Jason Lord, co-owner of the Source Audio/Video Group in Torrance, Calif., recalls the day in 1993 when he broke his back. “The casualties of big-box speakers,” he says. “I just moved one of the speakers wrong and it hit me in the lower back, destroying a few of my disks. Luckily, I had some great doctors who put me back together.”
Unlike their predecessors, the compact, technologically enhanced speakers of today present little threat to their users’ well-being. In fact, Lord’s speaker of choice—the 51-inch XR200 from McIntosh Laboratory, listed at $16,000 per pair—packs an incredible punch for a relatively diminutive floor-standing model. “The XR200 is absolutely monstrous, yet it is still real-estate-sensitive,” Lord says. “There simply isn’t any competition at that size or price point.”

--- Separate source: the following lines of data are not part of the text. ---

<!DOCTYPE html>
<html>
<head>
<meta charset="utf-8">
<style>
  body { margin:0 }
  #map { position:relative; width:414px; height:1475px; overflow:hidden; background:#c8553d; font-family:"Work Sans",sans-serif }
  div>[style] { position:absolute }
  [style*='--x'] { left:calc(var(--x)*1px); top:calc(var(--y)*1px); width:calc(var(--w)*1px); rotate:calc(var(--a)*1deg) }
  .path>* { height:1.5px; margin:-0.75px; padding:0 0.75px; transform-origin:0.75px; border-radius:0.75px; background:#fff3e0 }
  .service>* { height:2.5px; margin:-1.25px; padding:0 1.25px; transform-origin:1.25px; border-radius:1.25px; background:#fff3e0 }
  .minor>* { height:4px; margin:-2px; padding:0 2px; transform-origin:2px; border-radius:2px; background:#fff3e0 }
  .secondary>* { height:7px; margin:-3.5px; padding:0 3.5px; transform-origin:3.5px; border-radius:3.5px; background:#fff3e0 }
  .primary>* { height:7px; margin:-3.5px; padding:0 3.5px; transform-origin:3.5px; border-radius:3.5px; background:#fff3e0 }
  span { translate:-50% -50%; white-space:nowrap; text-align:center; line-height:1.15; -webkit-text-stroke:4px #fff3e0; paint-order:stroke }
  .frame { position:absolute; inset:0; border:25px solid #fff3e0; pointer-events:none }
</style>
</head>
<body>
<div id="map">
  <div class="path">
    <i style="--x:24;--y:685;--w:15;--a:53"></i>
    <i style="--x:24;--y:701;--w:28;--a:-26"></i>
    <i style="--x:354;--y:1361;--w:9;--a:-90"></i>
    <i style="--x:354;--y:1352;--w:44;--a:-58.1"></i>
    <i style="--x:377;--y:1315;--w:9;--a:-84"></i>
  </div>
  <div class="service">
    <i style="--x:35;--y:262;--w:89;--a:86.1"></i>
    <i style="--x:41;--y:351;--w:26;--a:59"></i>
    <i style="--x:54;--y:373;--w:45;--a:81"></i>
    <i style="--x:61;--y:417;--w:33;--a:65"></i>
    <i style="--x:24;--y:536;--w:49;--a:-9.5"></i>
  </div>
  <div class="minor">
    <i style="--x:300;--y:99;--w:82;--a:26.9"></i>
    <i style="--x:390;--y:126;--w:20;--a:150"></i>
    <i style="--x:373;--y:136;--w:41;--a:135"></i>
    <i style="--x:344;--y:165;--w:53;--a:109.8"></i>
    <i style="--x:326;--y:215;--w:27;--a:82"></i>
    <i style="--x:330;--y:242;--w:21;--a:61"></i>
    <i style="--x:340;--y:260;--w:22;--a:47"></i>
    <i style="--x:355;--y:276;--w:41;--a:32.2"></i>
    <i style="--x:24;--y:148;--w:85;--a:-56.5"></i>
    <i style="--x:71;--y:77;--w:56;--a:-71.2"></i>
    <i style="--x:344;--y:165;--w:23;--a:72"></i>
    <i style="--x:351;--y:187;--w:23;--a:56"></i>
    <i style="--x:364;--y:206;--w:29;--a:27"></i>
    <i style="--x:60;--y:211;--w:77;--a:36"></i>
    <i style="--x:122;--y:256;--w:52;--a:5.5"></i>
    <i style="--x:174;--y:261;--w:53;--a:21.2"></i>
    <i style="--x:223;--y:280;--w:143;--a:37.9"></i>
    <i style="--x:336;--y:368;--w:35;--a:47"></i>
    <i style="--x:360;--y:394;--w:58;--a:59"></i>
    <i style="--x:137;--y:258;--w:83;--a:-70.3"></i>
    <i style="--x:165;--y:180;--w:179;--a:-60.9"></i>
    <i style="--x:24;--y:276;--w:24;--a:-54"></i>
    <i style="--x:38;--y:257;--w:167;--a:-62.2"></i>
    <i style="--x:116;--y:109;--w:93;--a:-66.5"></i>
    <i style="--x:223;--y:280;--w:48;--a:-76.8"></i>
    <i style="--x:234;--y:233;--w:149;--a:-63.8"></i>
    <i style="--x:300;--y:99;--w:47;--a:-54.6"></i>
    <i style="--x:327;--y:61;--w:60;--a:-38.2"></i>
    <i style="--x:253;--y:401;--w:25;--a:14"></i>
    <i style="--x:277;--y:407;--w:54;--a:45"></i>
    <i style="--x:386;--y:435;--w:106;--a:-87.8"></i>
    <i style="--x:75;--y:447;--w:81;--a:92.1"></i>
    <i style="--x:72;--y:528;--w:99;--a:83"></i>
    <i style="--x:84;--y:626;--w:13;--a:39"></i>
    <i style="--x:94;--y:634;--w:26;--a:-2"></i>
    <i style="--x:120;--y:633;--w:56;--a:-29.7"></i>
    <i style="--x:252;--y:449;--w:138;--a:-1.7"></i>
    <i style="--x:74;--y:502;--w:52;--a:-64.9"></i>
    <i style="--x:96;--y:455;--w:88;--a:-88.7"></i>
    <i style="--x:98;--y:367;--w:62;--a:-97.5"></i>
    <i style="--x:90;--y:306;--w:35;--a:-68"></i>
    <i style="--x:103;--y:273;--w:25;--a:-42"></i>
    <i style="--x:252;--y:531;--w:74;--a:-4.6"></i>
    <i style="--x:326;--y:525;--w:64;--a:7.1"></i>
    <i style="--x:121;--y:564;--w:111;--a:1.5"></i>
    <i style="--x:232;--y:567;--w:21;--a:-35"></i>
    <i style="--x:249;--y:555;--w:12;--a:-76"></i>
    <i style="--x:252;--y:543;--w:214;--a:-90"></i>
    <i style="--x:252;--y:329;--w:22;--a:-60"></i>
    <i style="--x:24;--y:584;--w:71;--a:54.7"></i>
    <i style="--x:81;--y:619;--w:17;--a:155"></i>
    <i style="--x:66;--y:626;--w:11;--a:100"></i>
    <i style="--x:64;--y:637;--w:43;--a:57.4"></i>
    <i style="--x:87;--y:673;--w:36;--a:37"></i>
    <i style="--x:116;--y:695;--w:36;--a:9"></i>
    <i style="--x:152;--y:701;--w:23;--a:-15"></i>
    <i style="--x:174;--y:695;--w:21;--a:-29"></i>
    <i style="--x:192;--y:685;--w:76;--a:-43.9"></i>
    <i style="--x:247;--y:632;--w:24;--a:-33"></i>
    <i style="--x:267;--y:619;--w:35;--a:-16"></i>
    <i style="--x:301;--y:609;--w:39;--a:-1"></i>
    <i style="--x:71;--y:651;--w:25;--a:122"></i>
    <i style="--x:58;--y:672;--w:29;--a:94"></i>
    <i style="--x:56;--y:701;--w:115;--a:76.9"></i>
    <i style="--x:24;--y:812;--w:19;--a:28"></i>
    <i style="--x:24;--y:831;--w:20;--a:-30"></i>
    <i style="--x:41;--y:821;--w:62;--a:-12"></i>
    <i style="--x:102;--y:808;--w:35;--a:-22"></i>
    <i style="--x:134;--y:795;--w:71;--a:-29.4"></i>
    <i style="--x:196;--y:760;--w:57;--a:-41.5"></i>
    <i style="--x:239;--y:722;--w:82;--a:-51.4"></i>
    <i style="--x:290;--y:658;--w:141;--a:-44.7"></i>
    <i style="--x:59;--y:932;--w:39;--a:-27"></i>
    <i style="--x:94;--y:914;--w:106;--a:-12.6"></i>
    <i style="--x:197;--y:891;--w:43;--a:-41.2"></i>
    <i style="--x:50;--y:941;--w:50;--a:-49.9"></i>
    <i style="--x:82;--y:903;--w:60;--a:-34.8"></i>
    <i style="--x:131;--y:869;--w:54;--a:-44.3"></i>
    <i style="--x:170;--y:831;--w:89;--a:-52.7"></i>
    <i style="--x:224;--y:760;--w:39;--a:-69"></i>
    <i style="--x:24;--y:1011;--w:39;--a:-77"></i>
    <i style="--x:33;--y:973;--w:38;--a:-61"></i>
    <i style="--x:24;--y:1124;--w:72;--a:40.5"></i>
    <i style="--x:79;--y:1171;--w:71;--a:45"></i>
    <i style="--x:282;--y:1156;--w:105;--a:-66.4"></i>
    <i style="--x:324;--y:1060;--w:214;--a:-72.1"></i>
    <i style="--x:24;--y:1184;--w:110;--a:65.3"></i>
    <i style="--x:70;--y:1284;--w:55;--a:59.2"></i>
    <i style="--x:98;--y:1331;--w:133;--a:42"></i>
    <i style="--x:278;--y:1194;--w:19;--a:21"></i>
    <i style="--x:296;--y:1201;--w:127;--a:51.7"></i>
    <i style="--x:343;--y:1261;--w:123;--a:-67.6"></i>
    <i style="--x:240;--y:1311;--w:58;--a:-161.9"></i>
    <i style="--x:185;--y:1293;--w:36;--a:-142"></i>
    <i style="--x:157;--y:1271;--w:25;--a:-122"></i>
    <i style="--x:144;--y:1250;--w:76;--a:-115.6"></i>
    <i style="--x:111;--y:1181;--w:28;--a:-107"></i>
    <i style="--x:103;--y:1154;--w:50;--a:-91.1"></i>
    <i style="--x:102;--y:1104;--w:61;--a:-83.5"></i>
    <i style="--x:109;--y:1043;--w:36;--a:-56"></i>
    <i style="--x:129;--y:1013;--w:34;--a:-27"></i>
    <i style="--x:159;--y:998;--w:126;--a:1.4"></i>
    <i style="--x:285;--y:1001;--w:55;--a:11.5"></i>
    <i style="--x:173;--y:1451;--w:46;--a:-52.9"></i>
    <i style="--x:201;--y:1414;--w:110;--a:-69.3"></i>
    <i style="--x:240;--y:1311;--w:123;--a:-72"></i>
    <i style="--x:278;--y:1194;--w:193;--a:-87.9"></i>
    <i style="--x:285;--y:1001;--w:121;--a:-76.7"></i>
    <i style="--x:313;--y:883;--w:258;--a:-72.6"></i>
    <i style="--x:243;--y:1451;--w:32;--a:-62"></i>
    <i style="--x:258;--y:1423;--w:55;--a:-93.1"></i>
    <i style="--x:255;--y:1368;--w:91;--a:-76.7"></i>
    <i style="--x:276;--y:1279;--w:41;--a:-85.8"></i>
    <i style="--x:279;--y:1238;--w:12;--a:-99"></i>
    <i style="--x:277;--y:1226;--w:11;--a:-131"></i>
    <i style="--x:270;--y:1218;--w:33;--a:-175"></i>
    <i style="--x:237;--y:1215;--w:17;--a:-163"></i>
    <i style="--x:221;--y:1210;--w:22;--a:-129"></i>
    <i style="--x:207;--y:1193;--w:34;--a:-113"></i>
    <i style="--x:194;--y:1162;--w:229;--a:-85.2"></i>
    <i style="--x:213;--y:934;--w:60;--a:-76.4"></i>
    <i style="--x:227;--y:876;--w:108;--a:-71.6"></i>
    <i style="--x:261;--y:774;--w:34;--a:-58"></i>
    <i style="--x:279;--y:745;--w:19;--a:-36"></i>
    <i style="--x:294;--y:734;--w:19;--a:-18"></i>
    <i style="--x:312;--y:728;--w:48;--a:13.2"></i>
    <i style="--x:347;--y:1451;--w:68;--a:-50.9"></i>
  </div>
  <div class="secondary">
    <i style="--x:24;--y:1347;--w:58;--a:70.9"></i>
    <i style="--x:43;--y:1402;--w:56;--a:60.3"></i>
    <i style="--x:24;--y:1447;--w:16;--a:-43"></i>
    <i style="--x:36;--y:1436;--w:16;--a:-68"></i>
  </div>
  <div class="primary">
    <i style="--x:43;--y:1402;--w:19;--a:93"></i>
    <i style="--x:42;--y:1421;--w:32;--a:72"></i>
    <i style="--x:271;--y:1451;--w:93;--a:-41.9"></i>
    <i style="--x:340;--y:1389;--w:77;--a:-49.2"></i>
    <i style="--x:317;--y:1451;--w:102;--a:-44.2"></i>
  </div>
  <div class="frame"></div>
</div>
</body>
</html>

McIntosh Laboratory has enjoyed kudos like this for several decades. In 1949, the Lab’s founder, Frank “Mr. Mac” McIntosh, astounded the audio industry with his company’s debut product: the 50W-1, a 50-watt amplifier capable of powering a frequency response from 20 Hz to 20 kHz with less than 1 percent distortion. “People didn’t believe it was possible,” said Sidney Corderman, the longtime chief designer at McIntosh, in a 2006 interview with audio-industry journalist Ken Kessler. Two decades after the release of the 50W-1, McIntosh amplifiers further solidified the company’s place in history by driving the sound at Woodstock. To accommodate the size of the unexpectedly large crowd, the festival’s engineers rigged a last-minute sound system using 17 McIntosh amplifiers.
Today, McIntosh Laboratory is known for all of its audio components, including speakers, which entered the company’s lineup in 1970. “Our speaker business has been growing roughly 10 percent year over year,” says company president Charlie Randall, who oversaw the 2007 release of the XRT2K loudspeakers. That model, priced at $100,000 per pair, can handle an incredible 2,000 watts, but it stands 7 feet tall and weighs more than 450 pounds. “The new XR200 delivers basically the same sound quality and has many of the same characteristics as the XRT2K, but in a smaller package,” Randall says.
At its January debut at the International Consumer Electronics Show in Las Vegas, the 113-pound XR200 inspired the same sense of awe among attendees that its ancestor, the 50W-1, inspired 60 years ago. “Right after the show,” says Carl Van Gelder, chief engineer of the XR200, “I got an e-mail from the head of another speaker company, and his comment was, ‘Wow!’ ”
The XR200 produces a frequency response from 20 Hz to 45 kHz with seven tweeters, 12 midrange drivers, and three 8-inch woofers, which account for the speaker’s striking low-end output. “These speakers present audio the way it should be presented,” says Lord, “and, more importantly, they are very easy to put in a room.”